Activity: In the entries that follow, find each line with the word "right" and copy it.

Given records:
····················

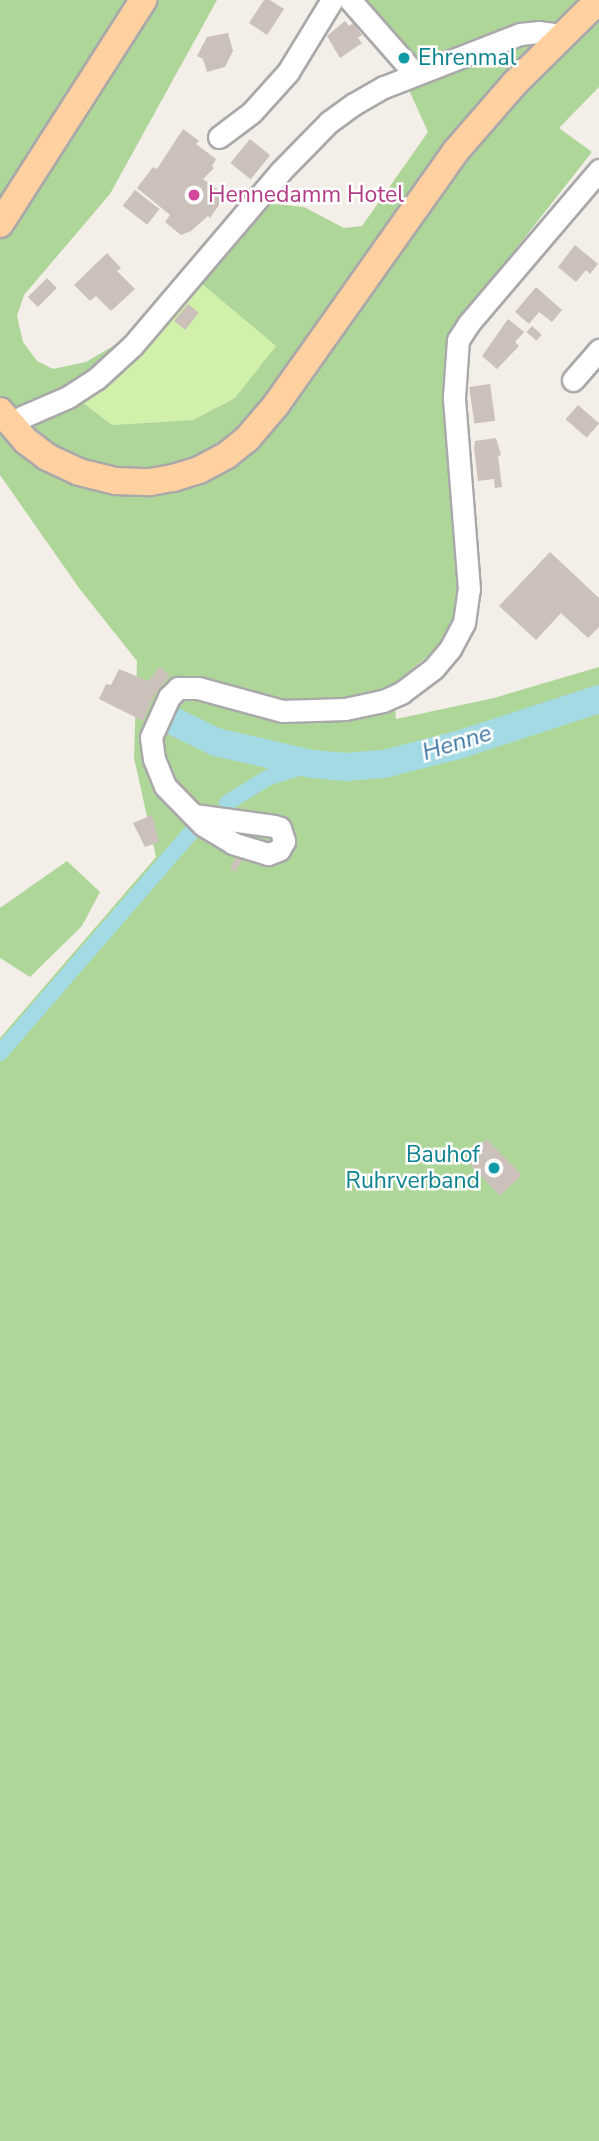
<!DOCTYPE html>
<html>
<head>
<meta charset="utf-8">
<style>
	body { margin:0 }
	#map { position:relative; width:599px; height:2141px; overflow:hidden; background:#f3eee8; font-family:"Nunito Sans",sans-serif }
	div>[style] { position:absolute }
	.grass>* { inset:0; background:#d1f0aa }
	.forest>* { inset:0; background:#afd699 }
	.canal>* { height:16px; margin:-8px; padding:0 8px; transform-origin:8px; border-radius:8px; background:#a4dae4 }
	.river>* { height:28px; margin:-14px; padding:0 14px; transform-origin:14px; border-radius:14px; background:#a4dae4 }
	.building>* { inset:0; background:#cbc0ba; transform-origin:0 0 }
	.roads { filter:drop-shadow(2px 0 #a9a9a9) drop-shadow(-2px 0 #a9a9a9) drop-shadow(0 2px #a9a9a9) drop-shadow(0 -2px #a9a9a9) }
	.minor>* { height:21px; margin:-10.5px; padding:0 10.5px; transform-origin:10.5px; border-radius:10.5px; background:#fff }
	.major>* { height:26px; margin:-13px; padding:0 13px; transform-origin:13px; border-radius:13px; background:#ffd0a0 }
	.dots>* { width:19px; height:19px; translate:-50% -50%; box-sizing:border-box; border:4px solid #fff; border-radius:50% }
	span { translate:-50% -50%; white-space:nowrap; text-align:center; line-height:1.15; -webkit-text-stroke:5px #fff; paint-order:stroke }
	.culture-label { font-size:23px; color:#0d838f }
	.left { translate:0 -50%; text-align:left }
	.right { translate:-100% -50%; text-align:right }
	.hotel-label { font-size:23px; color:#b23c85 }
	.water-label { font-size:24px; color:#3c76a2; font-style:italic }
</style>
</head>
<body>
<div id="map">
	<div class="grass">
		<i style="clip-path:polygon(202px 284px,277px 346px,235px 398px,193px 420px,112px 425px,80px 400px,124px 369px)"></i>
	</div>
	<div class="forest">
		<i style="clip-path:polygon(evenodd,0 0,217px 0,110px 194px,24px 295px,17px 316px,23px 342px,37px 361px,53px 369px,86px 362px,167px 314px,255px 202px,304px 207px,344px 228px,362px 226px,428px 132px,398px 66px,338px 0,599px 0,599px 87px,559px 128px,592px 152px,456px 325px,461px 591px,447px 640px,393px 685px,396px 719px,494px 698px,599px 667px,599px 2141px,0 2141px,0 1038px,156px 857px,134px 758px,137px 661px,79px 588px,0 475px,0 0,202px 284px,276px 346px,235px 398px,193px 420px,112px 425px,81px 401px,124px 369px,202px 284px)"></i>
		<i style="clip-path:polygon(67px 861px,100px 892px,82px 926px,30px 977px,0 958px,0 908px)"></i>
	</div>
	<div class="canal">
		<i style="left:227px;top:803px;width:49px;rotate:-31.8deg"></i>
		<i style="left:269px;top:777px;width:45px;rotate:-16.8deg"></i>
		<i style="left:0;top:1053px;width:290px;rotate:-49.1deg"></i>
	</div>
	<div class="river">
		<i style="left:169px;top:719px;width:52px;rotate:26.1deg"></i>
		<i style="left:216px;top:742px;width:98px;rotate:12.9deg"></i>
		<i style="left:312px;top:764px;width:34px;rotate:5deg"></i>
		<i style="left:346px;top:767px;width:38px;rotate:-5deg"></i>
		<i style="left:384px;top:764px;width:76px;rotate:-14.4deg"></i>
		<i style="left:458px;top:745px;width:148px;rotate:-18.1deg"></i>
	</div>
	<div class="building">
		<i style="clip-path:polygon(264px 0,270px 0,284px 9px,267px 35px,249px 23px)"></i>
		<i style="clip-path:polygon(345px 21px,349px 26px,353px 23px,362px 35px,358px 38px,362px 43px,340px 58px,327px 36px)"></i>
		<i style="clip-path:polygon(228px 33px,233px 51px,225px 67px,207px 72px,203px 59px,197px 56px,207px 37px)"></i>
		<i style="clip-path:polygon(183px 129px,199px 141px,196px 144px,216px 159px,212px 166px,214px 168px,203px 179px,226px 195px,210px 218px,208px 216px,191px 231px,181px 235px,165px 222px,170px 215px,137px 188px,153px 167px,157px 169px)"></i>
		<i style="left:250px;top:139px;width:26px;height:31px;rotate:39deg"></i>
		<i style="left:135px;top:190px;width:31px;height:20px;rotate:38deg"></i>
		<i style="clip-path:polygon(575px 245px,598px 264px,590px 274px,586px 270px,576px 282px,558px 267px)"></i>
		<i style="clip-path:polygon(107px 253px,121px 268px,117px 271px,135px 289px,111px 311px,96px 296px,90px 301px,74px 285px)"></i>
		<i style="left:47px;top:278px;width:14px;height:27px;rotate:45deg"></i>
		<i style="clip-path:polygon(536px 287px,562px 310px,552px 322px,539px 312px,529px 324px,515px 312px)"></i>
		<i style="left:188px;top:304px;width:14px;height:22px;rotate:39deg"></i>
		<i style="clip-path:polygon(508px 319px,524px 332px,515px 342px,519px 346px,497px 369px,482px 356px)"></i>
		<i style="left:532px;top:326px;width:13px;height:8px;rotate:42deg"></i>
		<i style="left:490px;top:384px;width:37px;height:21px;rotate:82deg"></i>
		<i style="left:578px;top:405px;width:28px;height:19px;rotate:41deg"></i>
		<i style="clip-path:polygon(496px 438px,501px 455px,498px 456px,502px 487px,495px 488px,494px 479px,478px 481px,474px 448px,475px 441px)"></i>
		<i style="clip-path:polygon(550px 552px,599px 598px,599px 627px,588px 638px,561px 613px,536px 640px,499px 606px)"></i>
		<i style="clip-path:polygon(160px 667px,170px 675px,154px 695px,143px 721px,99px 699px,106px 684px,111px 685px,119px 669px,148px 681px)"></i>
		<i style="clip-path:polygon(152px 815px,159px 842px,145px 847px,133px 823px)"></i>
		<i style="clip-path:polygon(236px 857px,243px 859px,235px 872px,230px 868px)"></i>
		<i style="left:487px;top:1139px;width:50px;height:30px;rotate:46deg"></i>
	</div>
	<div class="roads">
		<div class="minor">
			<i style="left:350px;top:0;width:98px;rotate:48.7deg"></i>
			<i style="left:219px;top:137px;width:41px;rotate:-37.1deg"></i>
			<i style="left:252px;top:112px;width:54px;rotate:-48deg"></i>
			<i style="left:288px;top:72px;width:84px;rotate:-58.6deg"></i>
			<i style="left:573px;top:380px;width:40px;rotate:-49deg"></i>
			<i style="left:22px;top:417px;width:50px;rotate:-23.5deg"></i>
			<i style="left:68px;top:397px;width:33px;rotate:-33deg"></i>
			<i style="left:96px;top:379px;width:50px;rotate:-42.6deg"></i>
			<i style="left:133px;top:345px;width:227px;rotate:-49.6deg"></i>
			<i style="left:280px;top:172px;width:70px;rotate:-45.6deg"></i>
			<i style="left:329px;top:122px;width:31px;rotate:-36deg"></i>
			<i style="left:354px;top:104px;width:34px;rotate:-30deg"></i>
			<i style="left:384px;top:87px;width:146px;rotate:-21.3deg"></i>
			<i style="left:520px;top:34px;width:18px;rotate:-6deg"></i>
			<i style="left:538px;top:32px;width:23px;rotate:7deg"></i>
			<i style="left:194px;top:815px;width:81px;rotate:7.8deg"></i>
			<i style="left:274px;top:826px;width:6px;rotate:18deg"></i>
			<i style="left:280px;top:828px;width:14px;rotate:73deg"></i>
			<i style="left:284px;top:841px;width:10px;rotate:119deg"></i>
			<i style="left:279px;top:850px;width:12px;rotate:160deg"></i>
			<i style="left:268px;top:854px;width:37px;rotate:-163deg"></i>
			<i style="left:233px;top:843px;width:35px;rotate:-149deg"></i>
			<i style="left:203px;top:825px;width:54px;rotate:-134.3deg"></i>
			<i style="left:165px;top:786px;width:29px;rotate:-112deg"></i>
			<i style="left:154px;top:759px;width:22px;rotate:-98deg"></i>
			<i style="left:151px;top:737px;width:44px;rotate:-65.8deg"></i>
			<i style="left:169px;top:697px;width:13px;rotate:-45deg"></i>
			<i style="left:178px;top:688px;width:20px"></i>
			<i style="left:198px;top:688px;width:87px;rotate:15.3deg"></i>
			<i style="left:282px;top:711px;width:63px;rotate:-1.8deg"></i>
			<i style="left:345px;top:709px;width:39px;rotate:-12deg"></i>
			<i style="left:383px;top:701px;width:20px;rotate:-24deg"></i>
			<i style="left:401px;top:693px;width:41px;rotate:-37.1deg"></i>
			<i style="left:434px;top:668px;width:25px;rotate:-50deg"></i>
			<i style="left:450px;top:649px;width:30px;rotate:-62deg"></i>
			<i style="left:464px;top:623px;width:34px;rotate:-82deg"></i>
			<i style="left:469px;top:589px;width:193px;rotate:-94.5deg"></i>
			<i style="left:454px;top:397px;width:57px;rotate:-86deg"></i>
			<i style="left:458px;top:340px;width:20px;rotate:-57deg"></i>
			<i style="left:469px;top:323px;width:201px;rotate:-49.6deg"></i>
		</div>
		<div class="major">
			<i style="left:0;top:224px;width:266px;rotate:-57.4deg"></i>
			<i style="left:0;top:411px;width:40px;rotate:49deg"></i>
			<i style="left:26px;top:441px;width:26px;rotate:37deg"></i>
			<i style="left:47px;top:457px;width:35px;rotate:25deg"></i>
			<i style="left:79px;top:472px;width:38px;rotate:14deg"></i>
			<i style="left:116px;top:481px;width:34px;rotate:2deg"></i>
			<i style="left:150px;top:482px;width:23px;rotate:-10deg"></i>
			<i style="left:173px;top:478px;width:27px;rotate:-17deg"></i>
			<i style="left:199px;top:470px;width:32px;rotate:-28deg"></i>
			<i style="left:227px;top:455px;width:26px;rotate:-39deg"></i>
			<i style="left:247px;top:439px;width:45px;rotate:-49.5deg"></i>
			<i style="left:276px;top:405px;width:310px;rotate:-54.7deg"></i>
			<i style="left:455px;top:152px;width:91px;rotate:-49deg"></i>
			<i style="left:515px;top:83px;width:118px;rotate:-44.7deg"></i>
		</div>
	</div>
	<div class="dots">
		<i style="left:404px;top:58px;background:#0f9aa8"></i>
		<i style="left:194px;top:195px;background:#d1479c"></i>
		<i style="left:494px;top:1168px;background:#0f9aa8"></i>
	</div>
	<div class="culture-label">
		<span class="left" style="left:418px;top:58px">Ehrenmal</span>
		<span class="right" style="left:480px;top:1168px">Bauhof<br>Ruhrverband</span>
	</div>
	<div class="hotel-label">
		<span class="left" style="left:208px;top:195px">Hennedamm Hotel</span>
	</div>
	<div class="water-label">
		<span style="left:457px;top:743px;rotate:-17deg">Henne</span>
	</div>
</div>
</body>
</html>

····················

Problem solution:
	.right { translate:-100% -50%; text-align:right }
		<span class="right" style="left:480px;top:1168px">Bauhof<br>Ruhrverband</span>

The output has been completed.